Незаметно поднимаясь вверх, к подножью Джилан-сая, дорога обогнула мыс, о котором я упоминал выше. С вершины небольшого увала открылся нам вид на всю подгорную часть степи. Гладкая желтовато-серая равнина пестрела крупными зелеными пятнами; это были сады подгорных кишлаков. Крупным зеленым пятном обрисовывался Джиланлы, самый значительный из здешних кишлаков… А вот и глиняная, кое-как слепленная и уже разваливающаяся загородка для скота, и при ней два деревца. На них-то и указывал нам проводник как на место, удобное для привала.
Впереди, до Кара-Тюбе оставался только один таш, но здесь дорога пролегает по предгорьям и потому гораздо труднее. Кара-Тюбе еще не был виден; он скрывался за каменистыми, крутыми увалами, по которым извивалась наша дорога, местами обращавшаяся в тропинку, покрытую крупным горным щебнем. Как тут могут проходить арбы - трудно понять, если только нет поблизости какой-нибудь другой, более торной дороги к кишлаку.
Кара-Тюбе, до самаркандского похода 1868 года, был довольно значительным военным бухарским пунктом. Здесь управлял отдельный бек, почему в Кара-Тюбе и была построена, на вершине небольшого холма, цитадель. Теперь от цитадели осталось только одни следы; генерал Абрамов разрушил эту глиняную коробку, после жаркого дела с шахрисябзцами при Кара-Тюбе, в 1868 году. Бек, конечно, благоразумно бежал, и теперь Кара-Тюбе, вместе с окрестными кишлаками, управляет вулус, т. е. волостной управитель, весьма почтенный узбек, гостеприимством которого мы и воспользовались в этот первый день нашего путешествия.
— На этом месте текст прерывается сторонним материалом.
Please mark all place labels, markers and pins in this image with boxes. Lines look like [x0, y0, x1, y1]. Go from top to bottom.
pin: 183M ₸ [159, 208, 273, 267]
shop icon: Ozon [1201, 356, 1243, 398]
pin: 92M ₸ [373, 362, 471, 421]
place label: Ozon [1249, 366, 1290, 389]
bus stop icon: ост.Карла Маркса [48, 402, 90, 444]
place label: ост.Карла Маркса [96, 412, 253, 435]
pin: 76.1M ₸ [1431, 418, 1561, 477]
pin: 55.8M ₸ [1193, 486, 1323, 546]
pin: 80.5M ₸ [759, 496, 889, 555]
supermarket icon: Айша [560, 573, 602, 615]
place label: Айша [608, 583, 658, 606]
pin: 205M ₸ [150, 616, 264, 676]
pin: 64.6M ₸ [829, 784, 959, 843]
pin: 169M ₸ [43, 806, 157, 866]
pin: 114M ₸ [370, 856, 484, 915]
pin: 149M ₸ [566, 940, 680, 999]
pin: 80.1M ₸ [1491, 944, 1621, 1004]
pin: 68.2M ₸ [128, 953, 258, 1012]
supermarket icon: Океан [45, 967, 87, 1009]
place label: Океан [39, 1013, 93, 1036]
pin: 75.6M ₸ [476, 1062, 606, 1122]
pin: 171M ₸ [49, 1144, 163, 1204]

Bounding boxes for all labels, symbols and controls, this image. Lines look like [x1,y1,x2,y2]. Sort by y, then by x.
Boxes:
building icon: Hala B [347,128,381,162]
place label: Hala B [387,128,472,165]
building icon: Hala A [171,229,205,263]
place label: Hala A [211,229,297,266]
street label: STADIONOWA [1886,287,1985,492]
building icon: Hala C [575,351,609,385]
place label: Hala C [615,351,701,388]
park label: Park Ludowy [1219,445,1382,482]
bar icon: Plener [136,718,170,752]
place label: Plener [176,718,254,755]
Кишлак Кара-Тюбе приютился в лощине между высокими горами, которые в конце сентября уже местами покрыты были снегом. Впереди синели Китабские горы, через которые нам приходилось переваливать. Дорога от Кара-Тюбе идет ущельем Катта-сай, по которому пробегает бурливая горная речонка того же имени. Как и во всех ущельях, дорога беспрестанно переходит с одного берега речки на другой. Мягкая, достаточно широкая тропа, которая вела вверх по карнизу, не затрудняла нисколько лошадей. Подъем был малозаметен, и только встречавшиеся на пути растения, несвойственные равнинам, показывали, что мы значительно поднялись уже от уровня степи. Горный воздух становился все чище и свежее; слышался крепкий, живительный аромат незнакомых нам горных растений, еще находившихся в полном цвету, несмотря на позднее время года. По дороге часто попадались вьючные лошади и ишаки из Кайнара и попутных горных аулов. Там, где скалы, отходя от дороги, образовывали небольшую каменистую площадку, заросшую скудною травою, ютились кибитки киргиз. Чем выше мы поднимались по ущелью, тем реже встречались эти киргизские зимовки, и тем реже попадались навстречу пешеходы, бодро и смело шагавшие по каменистой, покрытой осыпавшимся щебнем тропинке. Раза два встретились нам ребятишки; они везли на ишаках собранное по щелям гор топливо, сухие, пожелтевшие стволы вонючки [Scorodosma foetidum.], которая в большом количестве растет вблизи перевала и встречается до высоты 5000 футов.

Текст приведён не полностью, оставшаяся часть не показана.